JOHNSON CITY, Tenn. (WJHL) — Time is running out.
That’s the message from Dr. Barbara Poremba, director of the non-profit group “Friends of the United States Cadet Nurse Corps World War II”.
Poremba, a Massachusetts-based nurse and professor, started the group in 2018 after learning for the first time about the Cadet Nurse Corps, a division of the U.S. Public Health Service started in 1943 during an emergency shortage of nurses on the home front.
She calls them “the forgotten veterans” of World War II.
“These women – most of them teenagers – stepped up and saved the country from a complete collapse of the health care system,” Poremba said. “There was never a shortage of nurses in our American history like there was in World War II.”
The group’s mission is to pass what’s called the “U.S. Cadet Nurse Corps Service Recognition Act” to grant honorary veteran status to Cadet Nurse Corps members.
“They’re not asking for money or benefits, just the chance to be honored for the service they gave the Country in a time of war,” she said.
The legislation has come close to passing in the past couple of years only to be removed in the U.S. Senate from the National Defense Authorization Act, Poremba said.
After seeing News Channel 11’s earlier reports on the Cadet Nurse Corps survivors like Agnes Lowe of Johnson City, Rep. Diana Harshbarger immediately joined as a co-sponsor of the legislation.
“She personally called Cadet Nurse Agnes Lowe and told her this, and Agnes was just overjoyed with the phone call,” Poremba said.
Poremba says she hopes for the same response from Sen. Marsha Blackburn who is a member of the Veterans Affairs Committee.
“Senator Blackburn is extremely influential,” Poremba said. “People respect her, and her support on this is critical.”
Blackburn’s spokesman would not say if she would be willing to co-sponsor the bill but did tell News Channel 11:
“Senate Majority Leader Chuck Schumer needs to bring this legislation to a vote on the Senate floor. We appreciate all who served in the Cadet Nurse Corp, which is why Senator Blackburn supported this bill in the Veterans’ Affairs Committee. We hope Schumer will honor these nurses with this well-deserved recognition.”Spokesperson for Sen.

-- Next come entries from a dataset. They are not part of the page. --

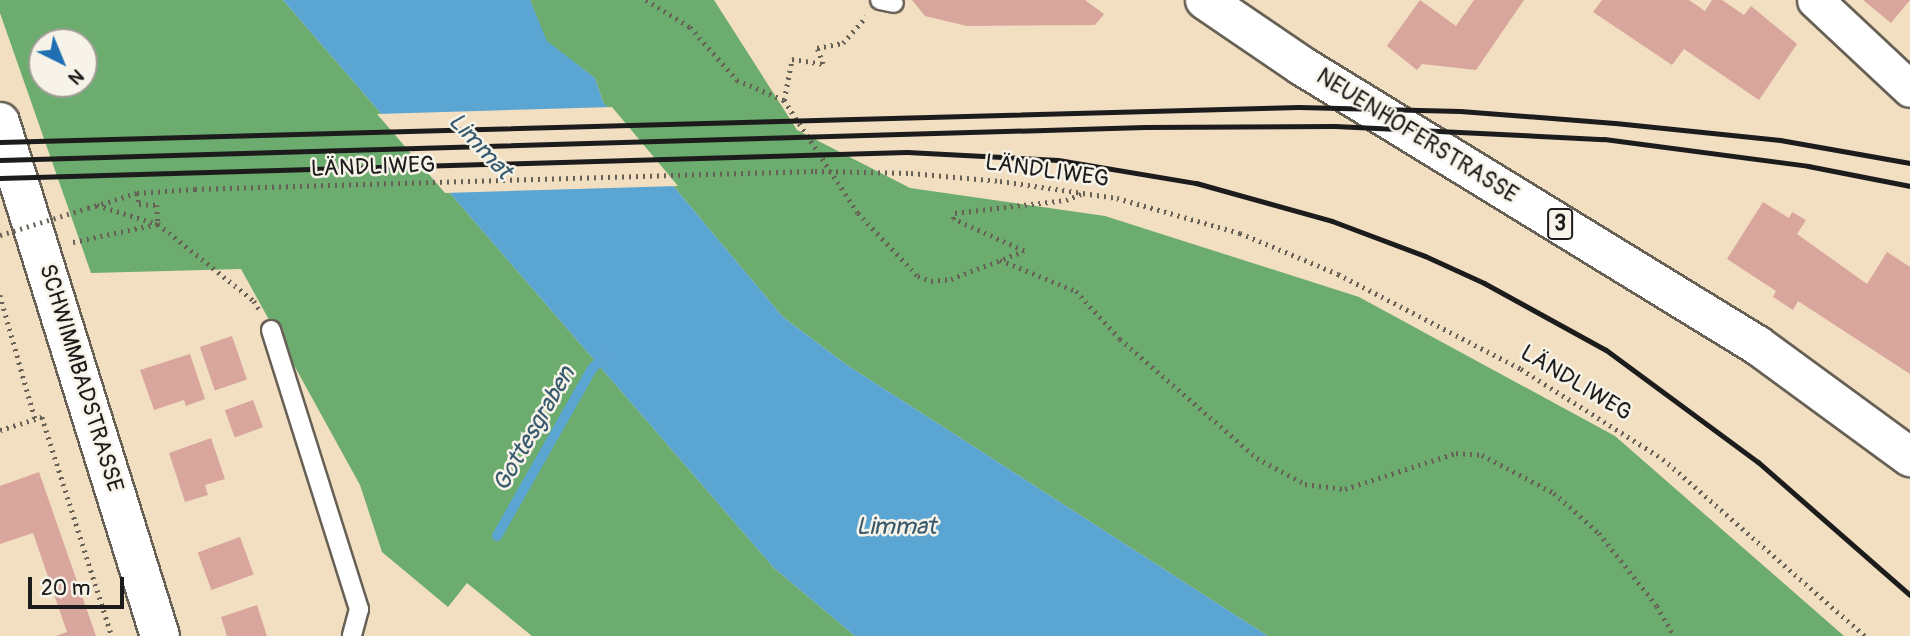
<!DOCTYPE html>
<html>
<head>
<meta charset="utf-8">
<style>
	body { margin:0 }
	#map { position:relative; width:1910px; height:636px; overflow:hidden; background:#f2dec0; font-family:Pangolin,sans-serif }
	div>[style] { position:absolute }
	.forest>* { inset:0; background:#6cac6e }
	.water>* { inset:0; background:#5ba5d3 }
	.pier>* { inset:0; background:#f2dec0 }
	.stream>* { height:10px; margin:-5px; padding:0 5px; transform-origin:5px; border-radius:5px; background:#5ba5d3 }
	.building>* { inset:0; background:#d8a69d; transform-origin:0 0 }
	.path>* { height:4.5px; margin-top:-2.25px; transform-origin:0; background:repeating-linear-gradient(90deg,#676055 0 2px,transparent 0 7px) }
	.roads { filter:drop-shadow(2px 0 #676055) drop-shadow(-2px 0 #676055) drop-shadow(0 2px #676055) drop-shadow(0 -2px #676055) }
	.service>* { height:18px; margin:-9px; padding:0 9px; transform-origin:9px; border-radius:9px; background:#fff }
	.minor>* { height:35px; margin:-17.5px; padding:0 17.5px; transform-origin:17.5px; border-radius:17.5px; background:#fff }
	.secondary>* { height:38px; margin:-19px; padding:0 19px; transform-origin:19px; border-radius:19px; background:#fff }
	.primary>* { height:38px; margin:-19px; padding:0 19px; transform-origin:19px; border-radius:19px; background:#fff }
	.rail>* { height:5px; margin:-2.5px; padding:0 2.5px; transform-origin:2.5px; border-radius:2.5px; background:#1c1c1c }
	.path-bridge>* { height:4.5px; margin-top:-2.25px; transform-origin:0; background:repeating-linear-gradient(90deg,#676055 0 2px,transparent 0 7px) }
	span { translate:-50% -50%; white-space:nowrap; text-align:center; line-height:1.15; -webkit-text-stroke:5px #f7f3e8; paint-order:stroke }
	.shield-label span { padding:2px 5px; background:#f7f3e8; border:2px solid; border-radius:5px; -webkit-text-stroke-width:0 }
	.shield-label { font-size:21px; color:#1c1c1c; font-weight:700 }
	.street-label { font-size:23px; color:#1c1c1c }
	.water-label { font-size:24px; color:#385a6e; font-style:italic }
	.north { position:absolute; left:28px; top:28px; width:70px; height:70px; box-sizing:border-box; background:#f7f3e8; border:2px solid #9f9d96; border-radius:50%; rotate:137deg; font-size:19px; font-weight:700; line-height:28px; text-align:center; color:#1c1c1c }
	.north::after { content:''; display:block; margin:auto; width:24px; height:32px; background:#1f6fb2; clip-path:polygon(50% 0,100% 100%,50% 72%,0 100%) }
	.scale { position:absolute; left:28px; top:577px; width:96px; height:32px; box-sizing:border-box; border:4px solid #1c1c1c; border-top:0; padding-left:9px; font-size:21px; line-height:24px; white-space:nowrap; color:#1c1c1c; -webkit-text-stroke:5px #f7f3e8; paint-order:stroke }
</style>
</head>
<body>
<div id="map">
	<div class="forest">
		<i style="clip-path:polygon(evenodd,0 0,283px 0,774px 568px,855px 636px,532px 636px,467px 583px,448px 607px,382px 552px,360px 485px,241px 269px,91px 273px,0 13px,0 0,42px 42px,84px 42px,84px 84px,42px 84px,42px 42px)"></i>
		<i style="clip-path:polygon(530px 0,714px 0,797px 130px,910px 188px,1105px 216px,1359px 297px,1615px 436px,1844px 636px,1268px 636px,847px 365px,783px 317px,603px 102px,595px 78px,546px 41px)"></i>
	</div>
	<div class="water">
		<i style="clip-path:polygon(283px 0,530px 0,547px 41px,595px 78px,603px 102px,783px 317px,847px 365px,1268px 636px,855px 636px,774px 568px)"></i>
	</div>
	<div class="pier">
		<i style="clip-path:polygon(612px 107px,678px 186px,445px 193px,377px 114px)"></i>
	</div>
	<div class="stream">
		<i style="left:497px;top:536px;width:192px;rotate:-60.4deg"></i>
		<i style="left:592px;top:369px;width:18px;rotate:-45deg"></i>
	</div>
	<div class="building">
		<i style="clip-path:polygon(912px 0,1085px 0,1104px 14px,1095px 25px,967px 26px,925px 16px)"></i>
		<i style="clip-path:polygon(1420px 0,1456px 26px,1474px 0,1524px 0,1476px 70px,1422px 64px,1417px 70px,1387px 46px)"></i>
		<i style="clip-path:polygon(1602px 0,1689px 0,1705px 11px,1712px 0,1722px 0,1744px 15px,1751px 6px,1797px 44px,1759px 100px,1684px 49px,1672px 65px,1593px 12px)"></i>
		<i style="clip-path:polygon(1863px 0,1910px 0,1891px 23px)"></i>
		<i style="clip-path:polygon(1763px 202px,1789px 218px,1792px 212px,1806px 220px,1797px 234px,1867px 284px,1887px 252px,1910px 267px,1910px 374px,1798px 301px,1793px 310px,1773px 297px,1776px 291px,1727px 259px)"></i>
		<i style="left:232px;top:336px;width:46px;height:34px;rotate:71deg"></i>
		<i style="clip-path:polygon(190px 354px,205px 399px,186px 406px,184px 400px,154px 410px,140px 370px)"></i>
		<i style="left:253px;top:400px;width:29px;height:30px;rotate:70deg"></i>
		<i style="clip-path:polygon(211px 438px,225px 479px,205px 485px,208px 495px,185px 502px,169px 453px)"></i>
		<i style="clip-path:polygon(39px 472px,96px 636px,56px 636px,67px 632px,33px 533px,0 544px,0 486px)"></i>
		<i style="left:240px;top:537px;width:40px;height:45px;rotate:70deg"></i>
		<i style="clip-path:polygon(257px 605px,267px 636px,227px 636px,221px 617px)"></i>
	</div>
	<div class="path">
		<i style="left:646px;top:0;width:52px;rotate:31.5deg"></i>
		<i style="left:690px;top:27px;width:71px;rotate:48.4deg"></i>
		<i style="left:737px;top:80px;width:51px;rotate:23.1deg"></i>
		<i style="left:784px;top:100px;width:135px;rotate:56.8deg"></i>
		<i style="left:858px;top:213px;width:87px;rotate:46.4deg"></i>
		<i style="left:918px;top:276px;width:14px;rotate:21deg"></i>
		<i style="left:931px;top:281px;width:20px;rotate:-6deg"></i>
		<i style="left:951px;top:279px;width:78px;rotate:-21deg"></i>
		<i style="left:1024px;top:251px;width:78px;rotate:-155.7deg"></i>
		<i style="left:953px;top:219px;width:6px;rotate:-72deg"></i>
		<i style="left:955px;top:213px;width:112px;rotate:-6.7deg"></i>
		<i style="left:1066px;top:200px;width:18px;rotate:-22deg"></i>
		<i style="left:784px;top:100px;width:42px;rotate:-79deg"></i>
		<i style="left:792px;top:59px;width:31px;rotate:9deg"></i>
		<i style="left:823px;top:64px;width:17px;rotate:-111deg"></i>
		<i style="left:817px;top:48px;width:26px;rotate:-11deg"></i>
		<i style="left:843px;top:43px;width:35px;rotate:-49deg"></i>
		<i style="left:911px;top:173px;width:89px;rotate:5.1deg"></i>
		<i style="left:1000px;top:181px;width:118px;rotate:8.3deg"></i>
		<i style="left:1117px;top:198px;width:128px;rotate:15.9deg"></i>
		<i style="left:1240px;top:233px;width:106px;rotate:22.7deg"></i>
		<i style="left:1338px;top:274px;width:206px;rotate:27.4deg"></i>
		<i style="left:1521px;top:369px;width:168px;rotate:32.4deg"></i>
		<i style="left:1663px;top:459px;width:269px;rotate:41.2deg"></i>
		<i style="left:137px;top:193px;width:11px;rotate:80deg"></i>
		<i style="left:139px;top:204px;width:18px;rotate:3deg"></i>
		<i style="left:157px;top:205px;width:19px;rotate:87deg"></i>
		<i style="left:97px;top:205px;width:64px;rotate:17.3deg"></i>
		<i style="left:158px;top:224px;width:123px;rotate:38.7deg"></i>
		<i style="left:254px;top:301px;width:12px;rotate:59deg"></i>
		<i style="left:88px;top:208px;width:51px;rotate:-17deg"></i>
		<i style="left:137px;top:193px;width:58px;rotate:-3.9deg"></i>
		<i style="left:73px;top:242px;width:86px;rotate:-12.1deg"></i>
		<i style="left:1000px;top:260px;width:82px;rotate:22.2deg"></i>
		<i style="left:1076px;top:291px;width:65px;rotate:47.5deg"></i>
		<i style="left:1120px;top:339px;width:181px;rotate:41deg"></i>
		<i style="left:1257px;top:458px;width:55px;rotate:28.4deg"></i>
		<i style="left:1305px;top:484px;width:40px;rotate:7.1deg"></i>
		<i style="left:1345px;top:489px;width:117px;rotate:-18deg"></i>
		<i style="left:1456px;top:453px;width:26px;rotate:4deg"></i>
		<i style="left:1482px;top:455px;width:81px;rotate:27.8deg"></i>
		<i style="left:1554px;top:493px;width:60px;rotate:41.6deg"></i>
		<i style="left:1599px;top:533px;width:93px;rotate:51.5deg"></i>
		<i style="left:1657px;top:606px;width:34px;rotate:60deg"></i>
		<i style="left:0;top:295px;width:129px;rotate:74.2deg"></i>
		<i style="left:0;top:430px;width:44px;rotate:-17.2deg"></i>
		<i style="left:42px;top:417px;width:230px;rotate:72.3deg"></i>
	</div>
	<div class="roads">
		<div class="service">
			<i style="left:880px;top:0;width:14px;rotate:12deg"></i>
			<i style="left:271px;top:330px;width:293px;rotate:72.5deg"></i>
			<i style="left:359px;top:609px;width:28px;rotate:105deg"></i>
		</div>
		<div class="minor">
			<i style="left:1815px;top:0;width:130px;rotate:43.1deg"></i>
		</div>
		<div class="secondary">
			<i style="left:0;top:122px;width:538px;rotate:72.71deg"></i>
		</div>
		<div class="primary">
			<i style="left:1205px;top:0;width:117px;rotate:34.2deg"></i>
			<i style="left:1302px;top:66px;width:534px;rotate:31.52deg"></i>
			<i style="left:1757px;top:345px;width:190px;rotate:36.2deg"></i>
		</div>
	</div>
	<div class="rail">
		<i style="left:0;top:142px;width:1299px;rotate:-1.54deg"></i>
		<i style="left:1299px;top:107px;width:161px;rotate:1.4deg"></i>
		<i style="left:1460px;top:111px;width:155px;rotate:4.4deg"></i>
		<i style="left:1615px;top:123px;width:166px;rotate:5.9deg"></i>
		<i style="left:1780px;top:140px;width:132px;rotate:10deg"></i>
		<i style="left:0;top:160px;width:1145px;rotate:-1.65deg"></i>
		<i style="left:1145px;top:127px;width:190px;rotate:-0.3deg"></i>
		<i style="left:1335px;top:126px;width:269px;rotate:2.8deg"></i>
		<i style="left:1604px;top:139px;width:206px;rotate:7.5deg"></i>
		<i style="left:1808px;top:166px;width:104px;rotate:11.1deg"></i>
		<i style="left:0;top:178px;width:907px;rotate:-1.64deg"></i>
		<i style="left:907px;top:152px;width:151px;rotate:3deg"></i>
		<i style="left:1058px;top:160px;width:140px;rotate:9.5deg"></i>
		<i style="left:1196px;top:183px;width:141px;rotate:15.6deg"></i>
		<i style="left:1332px;top:221px;width:99px;rotate:20.6deg"></i>
		<i style="left:1425px;top:256px;width:65px;rotate:24.6deg"></i>
		<i style="left:1484px;top:283px;width:139px;rotate:28.8deg"></i>
		<i style="left:1606px;top:350px;width:189px;rotate:36.4deg"></i>
		<i style="left:1758px;top:462px;width:202px;rotate:41.2deg"></i>
	</div>
	<div class="path-bridge">
		<i style="left:195px;top:189px;width:620px;rotate:-1.66deg"></i>
		<i style="left:815px;top:171px;width:96px;rotate:1.2deg"></i>
		<i style="left:0;top:235px;width:92px;rotate:-17.1deg"></i>
	</div>
	<div class="shield-label">
		<span style="left:1560px;top:224px">3</span>
	</div>
	<div class="street-label">
		<span style="left:1417px;top:136px;rotate:32deg">NEUENHOFERSTRASSE</span>
		<span style="left:373px;top:167px;rotate:-2deg">LÄNDLIWEG</span>
		<span style="left:1047px;top:171px;rotate:8deg">LÄNDLIWEG</span>
		<span style="left:81px;top:378px;rotate:73deg">SCHWIMMBADSTRASSE</span>
		<span style="left:1576px;top:383px;rotate:31deg">LÄNDLIWEG</span>
	</div>
	<div class="water-label">
		<span style="left:480px;top:146px;rotate:47deg">Limmat</span>
		<span style="left:534px;top:429px;rotate:-60deg">Gottesgraben</span>
		<span style="left:896px;top:527px">Limmat</span>
	</div>
	<div class="north">N</div>
	<div class="scale">20 m</div>
</div>
</body>
</html>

Marsha Blackburn
Poremba said she was thrilled to hear of Blackburn’s support and its passage out of committee, but she says she’s worried that won’t be enough.
“It’s very important that she not just say she supports the bill but is on the record as a co-sponsor,” Poremba said. “Having her on the record as a co-sponsor is far more important than just having her words of saying she supports it.”
Blackburn recently announced she is a co-sponsor of another bill called “The Women Who Worked on the Homefront Act” to establish a new memorial in Washington DC.
A news release from Blackburn on July 27 said the legislation, “will create a new memorial to honor the contributions of the estimated 18 million women who helped keep our nation’s economy and society running during World War II by working as pilots, engineers, taxi drivers, letter carriers, and code breakers.”
“That’s sort of the ‘Rosie the Riveter Bill,'” Poremba said. “I think it’s wonderful. But doesn’t even mention the Cadet Nurses. So we’re not mentioned in the Homefront MemorIal, and we can’t get recognition as honorary veterans. So I’m really confused.”
Poremba says time is running out to grant honorary veteran status to Cadet Nurse Corps survivors for two reasons.
Congress ends its current term in December. “After that, the legislation has to start the process of winning support and going through committees all over again,” she said.
And there’s another reason.
“The Cadet Nurses are all in their late 90’s, and they have just been waiting and waiting and waiting,” she said. “And in the meantime, we’re losing them. And many have said, ‘Barb, they’re just waiting for us to die and go away.'”
A spokesman for Sen. Blackburn referred further questions about “U.S. Cadet Nurse Corps Service Recognition Act” to Sen. Elizabethton Warren of Massachusetts, the lead sponsor of the bill.
Requests for comment from Sen. Warren and Sen. Chuck Schumer of New York) have not been answered.